METHODS for WORKERS only ^

Methods listed below are callable by workers only.

do ( 'callback_func' [, $arg1, ... ] )

   ## MCE can serialized data transfers from worker processes via
   ## helper functions do & sendto. The main MCE thread will process
   ## these in a serial fashion. This utilizes the Storable Perl module
   ## for passing data from a worker process to the main MCE thread.
   ## The callback function can optionally return a reply.

   [ $reply = ] $self->do('callback' [, $arg1, ... ]);

   ## Passing args to a callback function using references & scalar.

   sub callback {
      my ($array_ref, $hash_ref, $scalar_ref, $scalar) = @_;
      ...
   }

   $self->do('main::callback', \@a, \%h, \$s, 'hello');
   $self->do('callback', \@a, \%h, \$s, 'hello');

   ## MCE knows if wanting a void, list, hash, or a scalar return value.

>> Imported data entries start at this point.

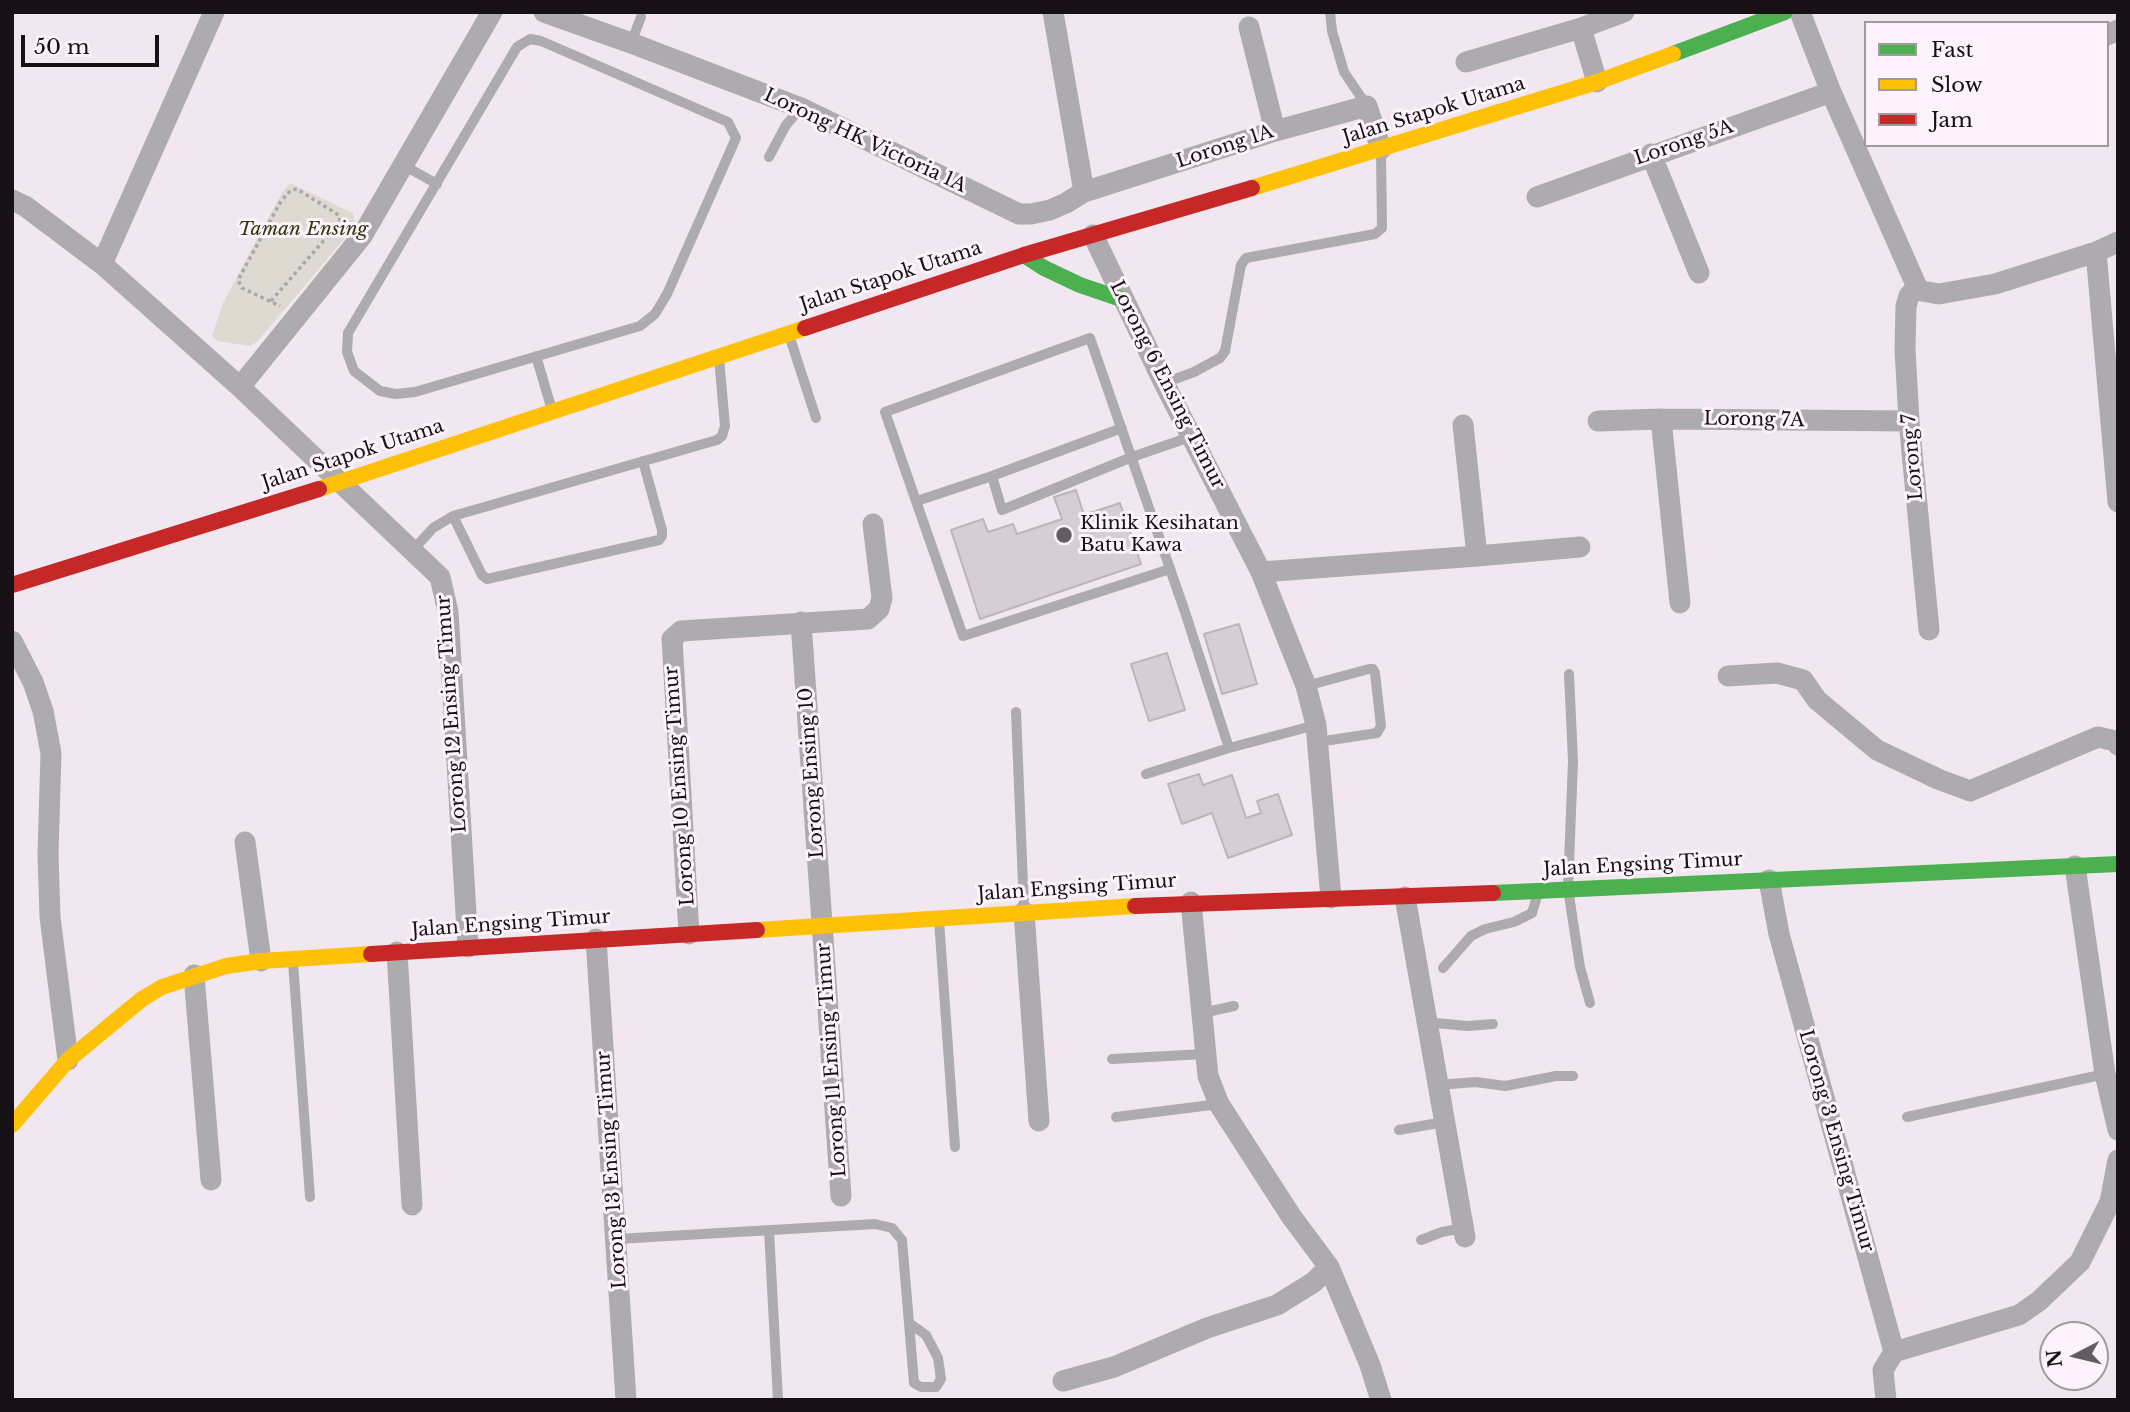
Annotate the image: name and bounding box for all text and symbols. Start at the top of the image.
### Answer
scale bar [24,21,163,65]
legend [1864,21,2109,147]
text: 50 m [34,34,89,60]
text: Fast [1931,37,1973,63]
street label: Jalan Stapok Utama [1340,72,1528,150]
text: Slow [1931,72,1983,98]
street label: Lorong HK Victoria 1A [760,84,970,198]
text: Jam [1931,107,1973,133]
street label: Lorong 5A [1632,115,1736,171]
street label: Lorong 1A [1174,121,1276,173]
park label: Taman Ensing [238,219,368,241]
street label: Jalan Stapok Utama [797,237,985,317]
street label: Lorong 6 Ensing Timur [1105,277,1229,493]
street label: Lorong 7A [1703,408,1805,432]
street label: Lorong 7 [1898,413,1928,501]
street label: Jalan Stapok Utama [259,415,447,495]
place label: Klinik Kesihatan Batu Kawa [1080,513,1239,557]
marker: Klinik Kesihatan Batu Kawa [1054,525,1074,545]
street label: Lorong 12 Ensing Timur [432,594,472,834]
street label: Lorong 10 Ensing Timur [660,665,700,907]
street label: Lorong Ensing 10 [795,687,829,859]
street label: Jalan Engsing Timur [1543,848,1743,882]
street label: Jalan Engsing Timur [977,870,1177,906]
street label: Jalan Engsing Timur [411,906,611,942]
street label: Lorong 11 Ensing Timur [812,942,852,1178]
street label: Lorong 3 Ensing Timur [1793,1027,1879,1255]
street label: Lorong 13 Ensing Timur [592,1050,632,1290]
north arrow [2039,1321,2109,1391]
text: N [2042,1348,2067,1369]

   $self->do('callback' [, $arg1, ... ]);

   my @array  = $self->do('callback' [, $arg1, ... ]);
   my %hash   = $self->do('callback' [, $arg1, ... ]);
   my $scalar = $self->do('callback' [, $arg1, ... ]);

exit ( [ $status [, $message [, $id ] ] ] )

   ## Worker exits entirely from MCE. $id (optional) can be used to pass
   ## the primary key or a string along with the message. Please look at
   ## the on_post_exit and on_post_run options for callback support.

   $self->exit();          ## default is 0
   $self->exit(1);
   $self->exit(2, 'error: entire chunk failed', $chunk_id);
   $self->exit(0, 'ok', 'pebbles');

last ( void )

   ## Worker immediately leaves the chunking loop or user func. Can
   ## be called from inside foreach, forchunk, forseq, and user_func.

   my @list = (1 .. 80);

   $mce->forchunk(\@list, { chunk_size => 2 }, sub {

      my ($self, $chunk_ref, $chunk_id) = @_;
      $self->last if ($chunk_id > 4);

      my @output = ();

      foreach my $rec ( @{ $chunk_ref } ) {
         push @output, $rec, "\n";
      }

      $self->sendto('stdout', @output);
   });

   -- Output (each chunk above consists of 2 elements)

   1
   2
   3
   4
   5
   6
   7
   8

next ( void )

   ## Worker starts the next iteration of the chunking loop. Can be
   ## called from inside foreach, forchunk, forseq, and user_func.

   my @list = (1 .. 80);

   $mce->forchunk(\@list, { chunk_size => 4 }, sub {

      my ($self, $chunk_ref, $chunk_id) = @_;
      $self->next if ($chunk_id < 20);

      my @output = ();

      foreach my $rec ( @{ $chunk_ref } ) {
         push @output, $rec, "\n";
      }

      $self->sendto('stdout', @output);
   });

   -- Output (each chunk above consists of 4 elements)

   77
   78
   79
   80

sendto ( 'to_string', $arg1, ... )

The sendto method is called by workers to serialize data to standard output, standard error, or to end of file. The action is done by the main process or thread.

Release 1.100 added the ability to pass multiple arguments.

syntax for 1.00x

   ## Release 1.00x supported only 1 data argument.
   ## /path/to/file is the 3rd argument for 'file'.

   $self->sendto('stdout', \@array);
   $self->sendto('stdout', \$scalar);
   $self->sendto('stdout', $scalar);

   $self->sendto('stderr', \@array);
   $self->sendto('stderr', \$scalar);
   $self->sendto('stderr', $scalar);

   $self->sendto('file', \@array, '/path/to/file');
   $self->sendto('file', \$scalar, '/path/to/file');
   $self->sendto('file', $scalar, '/path/to/file');

syntax for 1.100 and later releases

   ## Notice the syntax change for appending to a file.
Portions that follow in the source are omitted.